## [WHAT YOU WILL DO]
Drop the images. Copy every line below character for character.

[COLLECTED DATA — start]

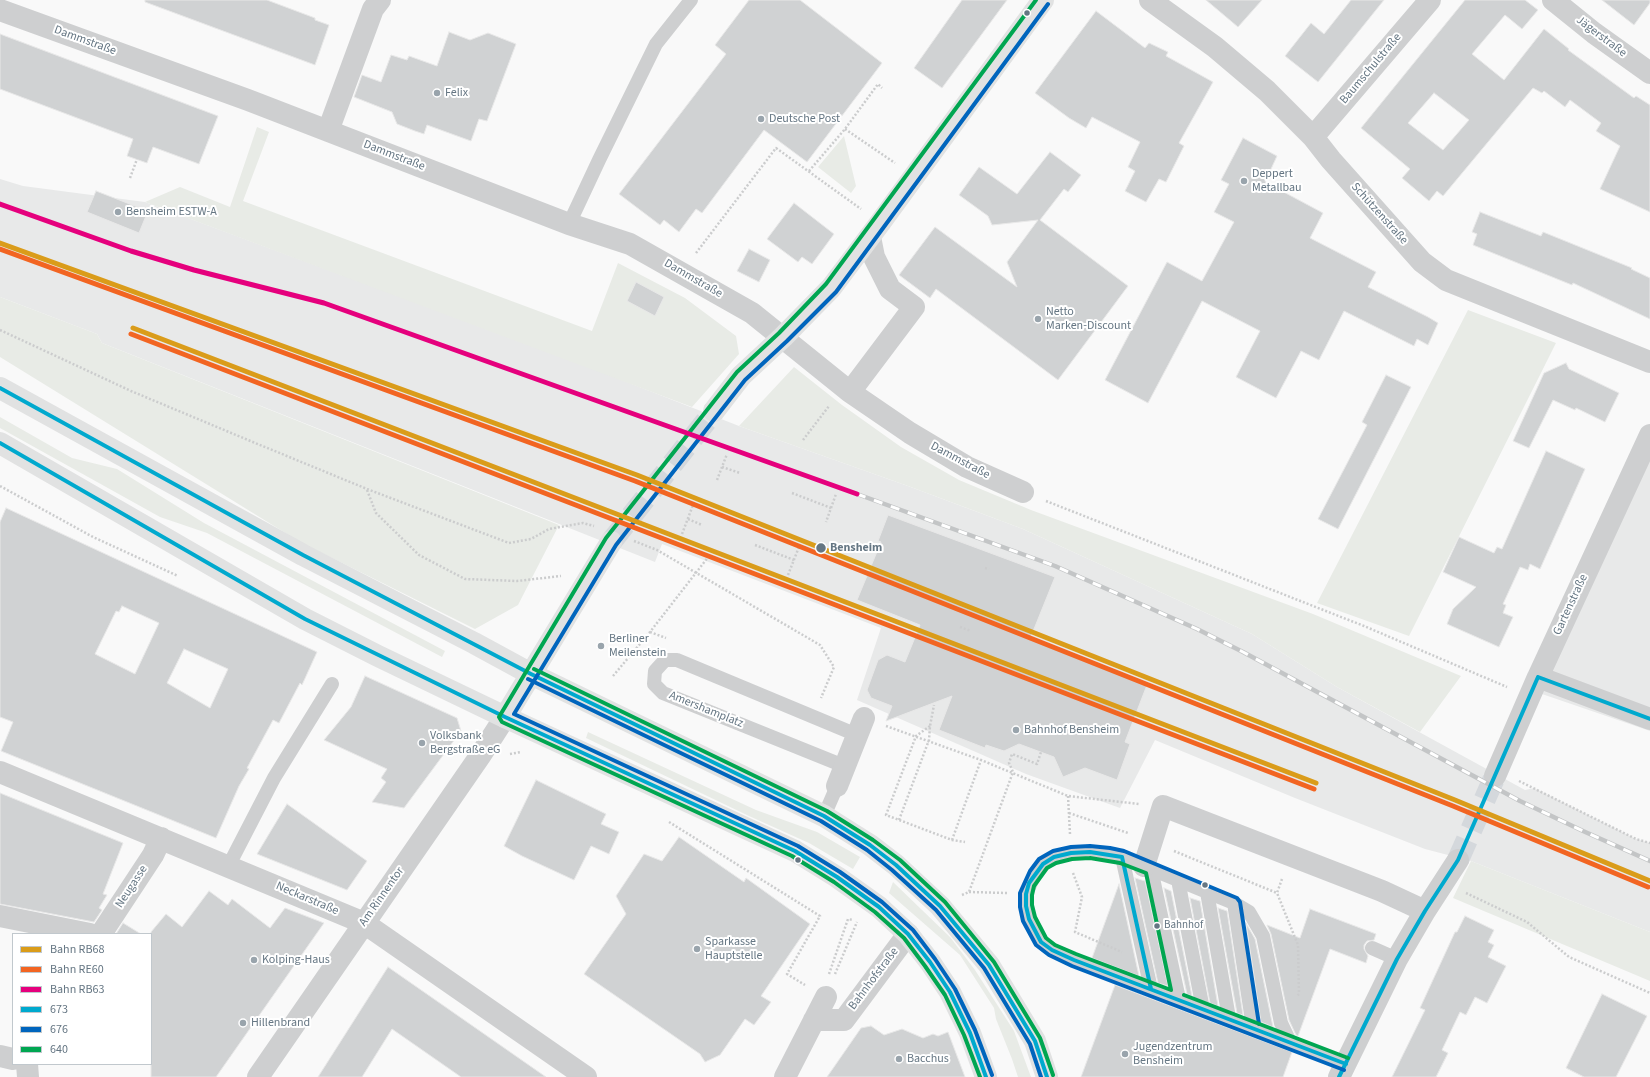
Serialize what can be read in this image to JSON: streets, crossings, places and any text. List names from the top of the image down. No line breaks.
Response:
{"streets":{"street":["Jägerstraße","Dammstraße","Baumschulstraße","Schützenstraße","Gartenstraße","Neugasse","Am Rinnentor","Neckarstraße","Bahnhofstraße"],"lane":["Amershamplatz"]},"crossings":[["Baumschulstraße","Schützenstraße"],["Neugasse","Neckarstraße"],["Am Rinnentor","Neckarstraße"]],"places":["Felix","Deutsche Post","Deppert Metallbau","Bensheim ESTW-A","Netto Marken-Discount","Bensheim","Berliner Meilenstein","Bahnhof Bensheim","Volksbank Bergstraße eG","Bahnhof","Sparkasse Hauptstelle","Kolping-Haus","Hillenbrand","Jugendzentrum Bensheim","Bacchus"],"lines":["transit line 640","transit line 676","rail line RB63","rail line RB68","rail line RE60","transit line 673"],"legend":["Bahn RB68","Bahn RE60","Bahn RB63","673","676","640"]}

[COLLECTED DATA — finish]

## [SOLUTION FOR THIS TASK]
Serialize what can be read in this image to JSON: streets, crossings, places and any text. List names from the top of the image down. No line breaks.
Response:
{"streets":{"street":["Jägerstraße","Dammstraße","Baumschulstraße","Schützenstraße","Gartenstraße","Neugasse","Am Rinnentor","Neckarstraße","Bahnhofstraße"],"lane":["Amershamplatz"]},"crossings":[["Baumschulstraße","Schützenstraße"],["Neugasse","Neckarstraße"],["Am Rinnentor","Neckarstraße"]],"places":["Felix","Deutsche Post","Deppert Metallbau","Bensheim ESTW-A","Netto Marken-Discount","Bensheim","Berliner Meilenstein","Bahnhof Bensheim","Volksbank Bergstraße eG","Bahnhof","Sparkasse Hauptstelle","Kolping-Haus","Hillenbrand","Jugendzentrum Bensheim","Bacchus"],"lines":["transit line 640","transit line 676","rail line RB63","rail line RB68","rail line RE60","transit line 673"],"legend":["Bahn RB68","Bahn RE60","Bahn RB63","673","676","640"]}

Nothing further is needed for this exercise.